↓↓↓

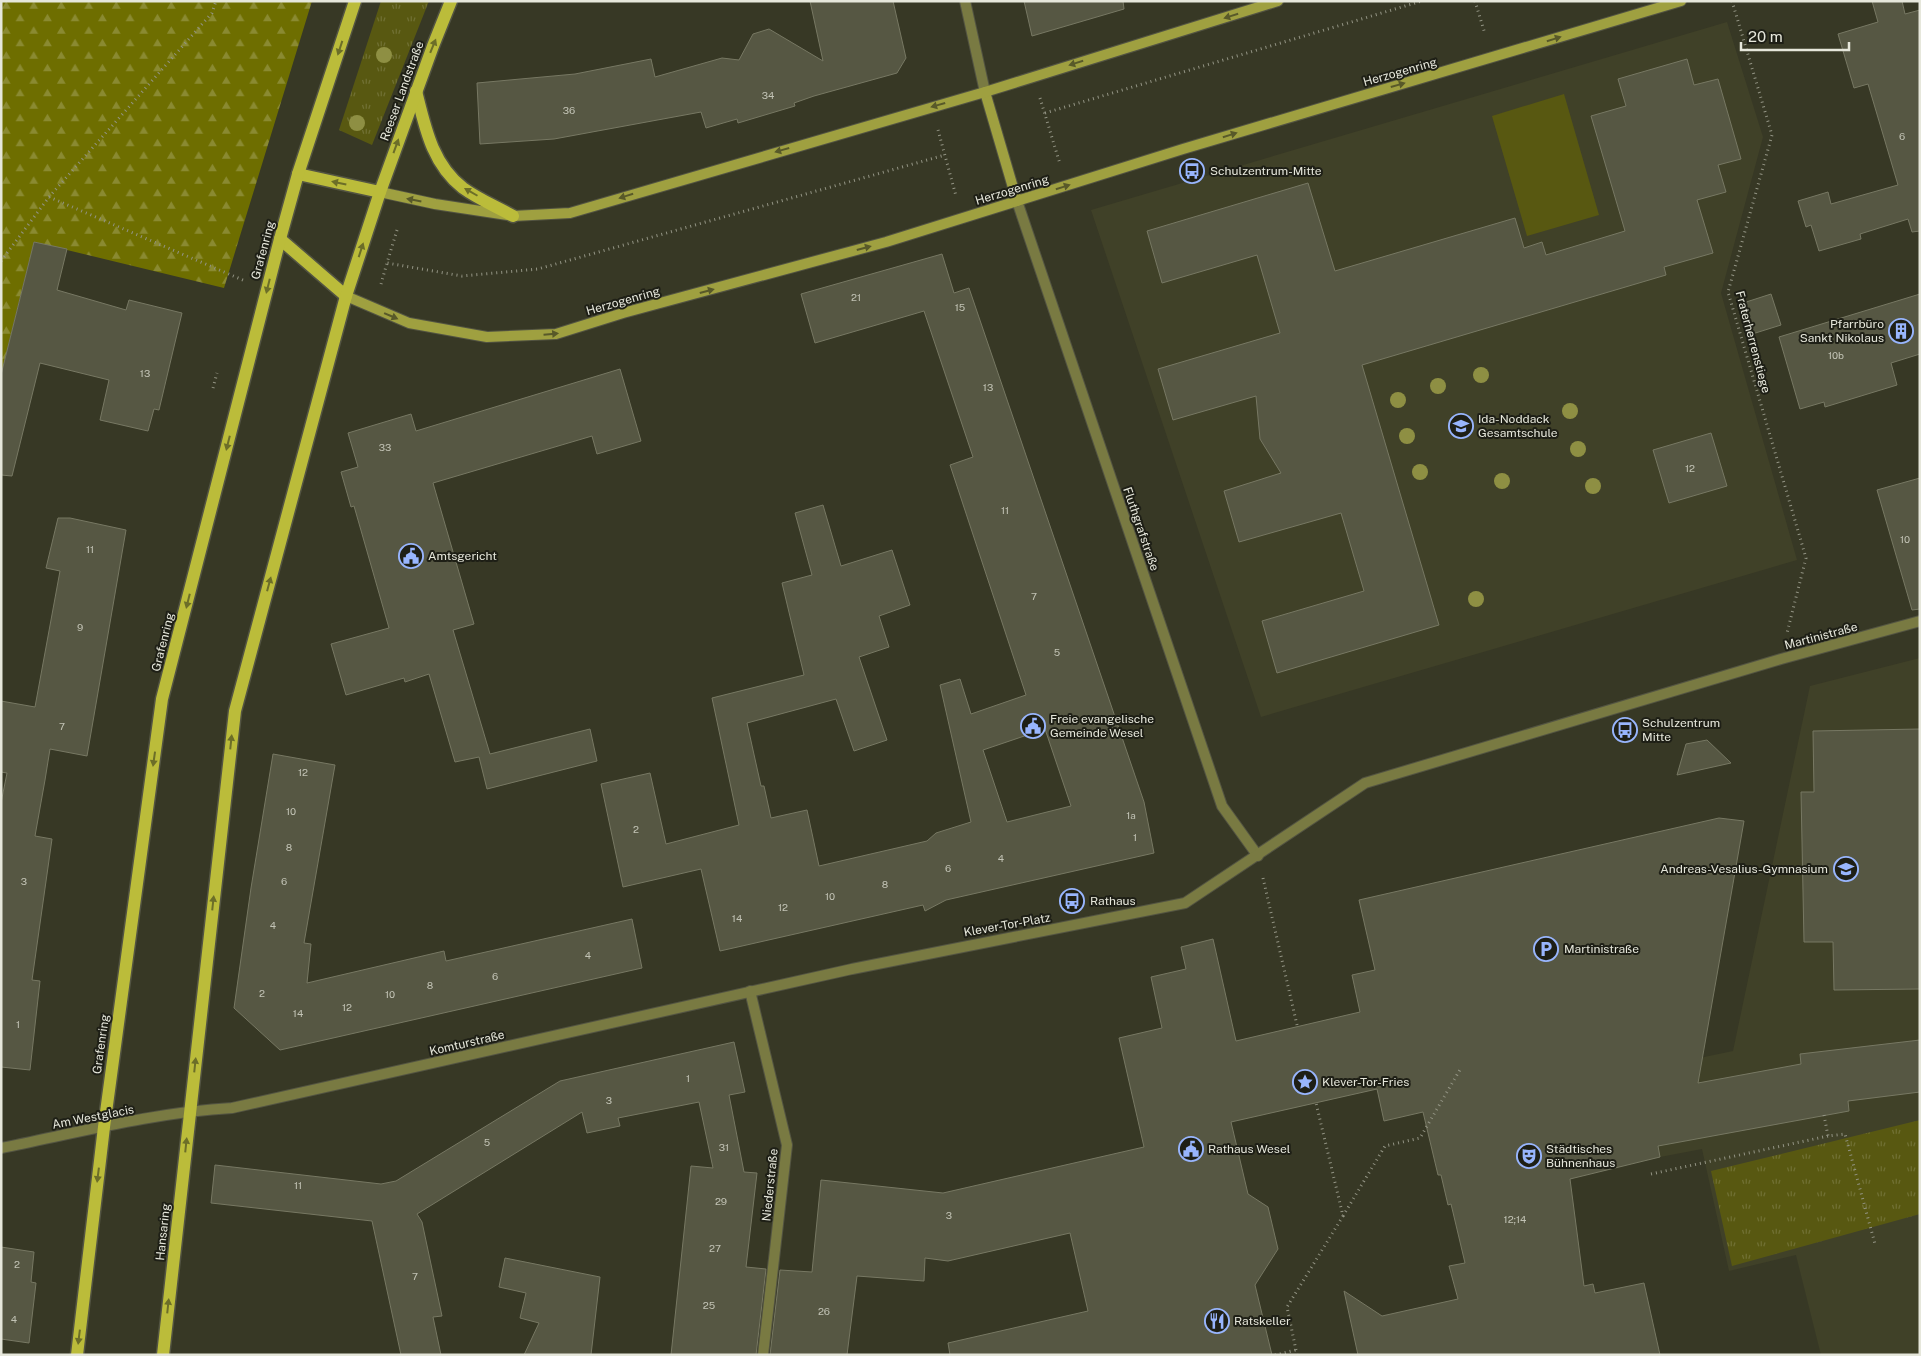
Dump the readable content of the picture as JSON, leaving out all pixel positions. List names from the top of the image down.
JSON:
{
  "streets": {
    "main road": [
      "Herzogenring",
      "Reeser Landstraße",
      "Grafenring",
      "Hansaring"
    ],
    "street": [
      "Fluthgrafstraße",
      "Martinistraße",
      "Klever-Tor-Platz",
      "Komturstraße",
      "Am Westglacis",
      "Niederstraße"
    ],
    "path": ["Fraterherrenstiege"]
  },
  "crossings": [
    ["Herzogenring", "Fluthgrafstraße"],
    ["Grafenring", "Am Westglacis"],
    ["Fraterherrenstiege", "Martinistraße"],
    ["Fluthgrafstraße", "Martinistraße"],
    ["Fluthgrafstraße", "Klever-Tor-Platz"],
    ["Martinistraße", "Klever-Tor-Platz"],
    ["Klever-Tor-Platz", "Komturstraße"],
    ["Klever-Tor-Platz", "Niederstraße"],
    ["Komturstraße", "Am Westglacis"],
    ["Komturstraße", "Niederstraße"],
    ["Komturstraße", "Hansaring"],
    ["Am Westglacis", "Hansaring"]
  ],
  "one_way": ["Herzogenring"],
  "places": {
    "bus stop": ["Schulzentrum-Mitte", "Schulzentrum Mitte", "Rathaus"],
    "building": ["Pfarrbüro Sankt Nikolaus"],
    "school or university": ["Ida-Noddack Gesamtschule", "Andreas-Vesalius-Gymnasium"],
    "public building": ["Amtsgericht", "Freie evangelische Gemeinde Wesel", "Rathaus Wesel"],
    "parking": ["Martinistraße"],
    "place": ["Klever-Tor-Fries"],
    "theatre": ["Städtisches Bühnenhaus"],
    "restaurant": ["Ratskeller"]
  },
  "house_numbers": [
    "34",
    "36",
    "6",
    "21",
    "15",
    "10b",
    "13",
    "13",
    "33",
    "12",
    "11",
    "10",
    "11",
    "7",
    "9",
    "5",
    "7",
    "12",
    "10",
    "1a",
    "2",
    "1",
    "8",
    "4",
    "6",
    "3",
    "6",
    "8",
    "10",
    "12",
    "14",
    "4",
    "4",
    "6",
    "8",
    "2",
    "10",
    "12",
    "14",
    "1",
    "1",
    "3",
    "5",
    "31",
    "11",
    "29",
    "3",
    "12;14",
    "27",
    "2",
    "7",
    "25",
    "26",
    "4"
  ],
  "scale_bar": "20 m"
}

↑↑↑

Instructions to follow.
Without including the pictures, reproduce all entries exactly.

Answer to this exercise.
Dump the readable content of the picture as JSON, leaving out all pixel positions. List names from the top of the image down.
JSON:
{
  "streets": {
    "main road": [
      "Herzogenring",
      "Reeser Landstraße",
      "Grafenring",
      "Hansaring"
    ],
    "street": [
      "Fluthgrafstraße",
      "Martinistraße",
      "Klever-Tor-Platz",
      "Komturstraße",
      "Am Westglacis",
      "Niederstraße"
    ],
    "path": ["Fraterherrenstiege"]
  },
  "crossings": [
    ["Herzogenring", "Fluthgrafstraße"],
    ["Grafenring", "Am Westglacis"],
    ["Fraterherrenstiege", "Martinistraße"],
    ["Fluthgrafstraße", "Martinistraße"],
    ["Fluthgrafstraße", "Klever-Tor-Platz"],
    ["Martinistraße", "Klever-Tor-Platz"],
    ["Klever-Tor-Platz", "Komturstraße"],
    ["Klever-Tor-Platz", "Niederstraße"],
    ["Komturstraße", "Am Westglacis"],
    ["Komturstraße", "Niederstraße"],
    ["Komturstraße", "Hansaring"],
    ["Am Westglacis", "Hansaring"]
  ],
  "one_way": ["Herzogenring"],
  "places": {
    "bus stop": ["Schulzentrum-Mitte", "Schulzentrum Mitte", "Rathaus"],
    "building": ["Pfarrbüro Sankt Nikolaus"],
    "school or university": ["Ida-Noddack Gesamtschule", "Andreas-Vesalius-Gymnasium"],
    "public building": ["Amtsgericht", "Freie evangelische Gemeinde Wesel", "Rathaus Wesel"],
    "parking": ["Martinistraße"],
    "place": ["Klever-Tor-Fries"],
    "theatre": ["Städtisches Bühnenhaus"],
    "restaurant": ["Ratskeller"]
  },
  "house_numbers": [
    "34",
    "36",
    "6",
    "21",
    "15",
    "10b",
    "13",
    "13",
    "33",
    "12",
    "11",
    "10",
    "11",
    "7",
    "9",
    "5",
    "7",
    "12",
    "10",
    "1a",
    "2",
    "1",
    "8",
    "4",
    "6",
    "3",
    "6",
    "8",
    "10",
    "12",
    "14",
    "4",
    "4",
    "6",
    "8",
    "2",
    "10",
    "12",
    "14",
    "1",
    "1",
    "3",
    "5",
    "31",
    "11",
    "29",
    "3",
    "12;14",
    "27",
    "2",
    "7",
    "25",
    "26",
    "4"
  ],
  "scale_bar": "20 m"
}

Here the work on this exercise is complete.